-- Required work --
Line by line, transcribe all of the entries exactly.

-- Records for the task --

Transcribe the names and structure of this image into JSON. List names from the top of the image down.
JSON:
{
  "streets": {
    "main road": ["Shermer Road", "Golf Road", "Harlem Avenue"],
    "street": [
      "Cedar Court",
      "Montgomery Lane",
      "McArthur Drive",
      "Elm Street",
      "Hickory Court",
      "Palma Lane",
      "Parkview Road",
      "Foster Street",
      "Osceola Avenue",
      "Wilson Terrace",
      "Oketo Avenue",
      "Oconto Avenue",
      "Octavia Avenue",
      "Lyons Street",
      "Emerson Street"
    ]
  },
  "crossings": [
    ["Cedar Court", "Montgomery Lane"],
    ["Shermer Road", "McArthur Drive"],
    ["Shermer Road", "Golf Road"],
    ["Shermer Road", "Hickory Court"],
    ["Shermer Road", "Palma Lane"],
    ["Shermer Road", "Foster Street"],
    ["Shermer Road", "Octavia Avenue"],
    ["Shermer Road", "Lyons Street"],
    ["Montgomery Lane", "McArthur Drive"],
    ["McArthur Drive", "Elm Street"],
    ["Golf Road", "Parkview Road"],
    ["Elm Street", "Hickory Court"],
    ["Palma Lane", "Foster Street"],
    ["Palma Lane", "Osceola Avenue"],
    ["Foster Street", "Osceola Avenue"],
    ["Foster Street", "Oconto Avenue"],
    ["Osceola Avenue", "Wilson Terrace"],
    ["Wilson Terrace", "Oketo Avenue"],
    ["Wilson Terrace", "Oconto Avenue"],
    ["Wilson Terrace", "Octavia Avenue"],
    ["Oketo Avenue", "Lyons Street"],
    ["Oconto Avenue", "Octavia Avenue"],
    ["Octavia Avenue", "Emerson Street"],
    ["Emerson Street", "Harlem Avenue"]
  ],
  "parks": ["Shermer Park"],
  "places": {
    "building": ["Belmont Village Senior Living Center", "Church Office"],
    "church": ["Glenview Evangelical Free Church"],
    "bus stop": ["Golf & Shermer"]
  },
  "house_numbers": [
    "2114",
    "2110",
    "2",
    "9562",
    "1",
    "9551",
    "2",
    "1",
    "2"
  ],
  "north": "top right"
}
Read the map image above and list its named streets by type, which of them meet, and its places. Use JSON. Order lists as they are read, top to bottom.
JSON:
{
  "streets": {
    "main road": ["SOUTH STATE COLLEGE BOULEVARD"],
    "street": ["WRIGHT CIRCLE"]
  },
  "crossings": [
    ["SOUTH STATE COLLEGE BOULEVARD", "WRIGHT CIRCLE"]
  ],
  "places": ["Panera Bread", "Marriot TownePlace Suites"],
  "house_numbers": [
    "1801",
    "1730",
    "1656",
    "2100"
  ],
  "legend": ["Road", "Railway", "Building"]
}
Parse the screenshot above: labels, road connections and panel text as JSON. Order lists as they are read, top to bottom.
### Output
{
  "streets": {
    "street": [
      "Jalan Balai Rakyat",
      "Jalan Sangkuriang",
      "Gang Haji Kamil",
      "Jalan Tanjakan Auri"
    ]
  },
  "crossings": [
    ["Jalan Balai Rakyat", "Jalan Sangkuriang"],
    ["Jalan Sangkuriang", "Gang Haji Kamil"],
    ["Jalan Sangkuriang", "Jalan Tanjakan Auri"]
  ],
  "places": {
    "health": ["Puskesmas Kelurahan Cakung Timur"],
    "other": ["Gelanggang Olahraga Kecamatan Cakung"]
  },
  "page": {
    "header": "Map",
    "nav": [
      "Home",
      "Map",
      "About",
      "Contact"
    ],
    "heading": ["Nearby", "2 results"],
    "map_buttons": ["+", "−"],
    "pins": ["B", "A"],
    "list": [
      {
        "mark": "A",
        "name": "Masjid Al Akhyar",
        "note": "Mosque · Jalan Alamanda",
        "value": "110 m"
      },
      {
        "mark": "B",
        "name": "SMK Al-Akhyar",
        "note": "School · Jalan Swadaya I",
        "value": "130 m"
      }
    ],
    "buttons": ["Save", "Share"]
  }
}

-- Response area --
Transcribe the names and structure of this image into JSON. List names from the top of the image down.
JSON:
{
  "streets": {
    "main road": ["Shermer Road", "Golf Road", "Harlem Avenue"],
    "street": [
      "Cedar Court",
      "Montgomery Lane",
      "McArthur Drive",
      "Elm Street",
      "Hickory Court",
      "Palma Lane",
      "Parkview Road",
      "Foster Street",
      "Osceola Avenue",
      "Wilson Terrace",
      "Oketo Avenue",
      "Oconto Avenue",
      "Octavia Avenue",
      "Lyons Street",
      "Emerson Street"
    ]
  },
  "crossings": [
    ["Cedar Court", "Montgomery Lane"],
    ["Shermer Road", "McArthur Drive"],
    ["Shermer Road", "Golf Road"],
    ["Shermer Road", "Hickory Court"],
    ["Shermer Road", "Palma Lane"],
    ["Shermer Road", "Foster Street"],
    ["Shermer Road", "Octavia Avenue"],
    ["Shermer Road", "Lyons Street"],
    ["Montgomery Lane", "McArthur Drive"],
    ["McArthur Drive", "Elm Street"],
    ["Golf Road", "Parkview Road"],
    ["Elm Street", "Hickory Court"],
    ["Palma Lane", "Foster Street"],
    ["Palma Lane", "Osceola Avenue"],
    ["Foster Street", "Osceola Avenue"],
    ["Foster Street", "Oconto Avenue"],
    ["Osceola Avenue", "Wilson Terrace"],
    ["Wilson Terrace", "Oketo Avenue"],
    ["Wilson Terrace", "Oconto Avenue"],
    ["Wilson Terrace", "Octavia Avenue"],
    ["Oketo Avenue", "Lyons Street"],
    ["Oconto Avenue", "Octavia Avenue"],
    ["Octavia Avenue", "Emerson Street"],
    ["Emerson Street", "Harlem Avenue"]
  ],
  "parks": ["Shermer Park"],
  "places": {
    "building": ["Belmont Village Senior Living Center", "Church Office"],
    "church": ["Glenview Evangelical Free Church"],
    "bus stop": ["Golf & Shermer"]
  },
  "house_numbers": [
    "2114",
    "2110",
    "2",
    "9562",
    "1",
    "9551",
    "2",
    "1",
    "2"
  ],
  "north": "top right"
}
Read the map image above and list its named streets by type, which of them meet, and its places. Use JSON. Order lists as they are read, top to bottom.
JSON:
{
  "streets": {
    "main road": ["SOUTH STATE COLLEGE BOULEVARD"],
    "street": ["WRIGHT CIRCLE"]
  },
  "crossings": [
    ["SOUTH STATE COLLEGE BOULEVARD", "WRIGHT CIRCLE"]
  ],
  "places": ["Panera Bread", "Marriot TownePlace Suites"],
  "house_numbers": [
    "1801",
    "1730",
    "1656",
    "2100"
  ],
  "legend": ["Road", "Railway", "Building"]
}
Parse the screenshot above: labels, road connections and panel text as JSON. Order lists as they are read, top to bottom.
### Output
{
  "streets": {
    "street": [
      "Jalan Balai Rakyat",
      "Jalan Sangkuriang",
      "Gang Haji Kamil",
      "Jalan Tanjakan Auri"
    ]
  },
  "crossings": [
    ["Jalan Balai Rakyat", "Jalan Sangkuriang"],
    ["Jalan Sangkuriang", "Gang Haji Kamil"],
    ["Jalan Sangkuriang", "Jalan Tanjakan Auri"]
  ],
  "places": {
    "health": ["Puskesmas Kelurahan Cakung Timur"],
    "other": ["Gelanggang Olahraga Kecamatan Cakung"]
  },
  "page": {
    "header": "Map",
    "nav": [
      "Home",
      "Map",
      "About",
      "Contact"
    ],
    "heading": ["Nearby", "2 results"],
    "map_buttons": ["+", "−"],
    "pins": ["B", "A"],
    "list": [
      {
        "mark": "A",
        "name": "Masjid Al Akhyar",
        "note": "Mosque · Jalan Alamanda",
        "value": "110 m"
      },
      {
        "mark": "B",
        "name": "SMK Al-Akhyar",
        "note": "School · Jalan Swadaya I",
        "value": "130 m"
      }
    ],
    "buttons": ["Save", "Share"]
  }
}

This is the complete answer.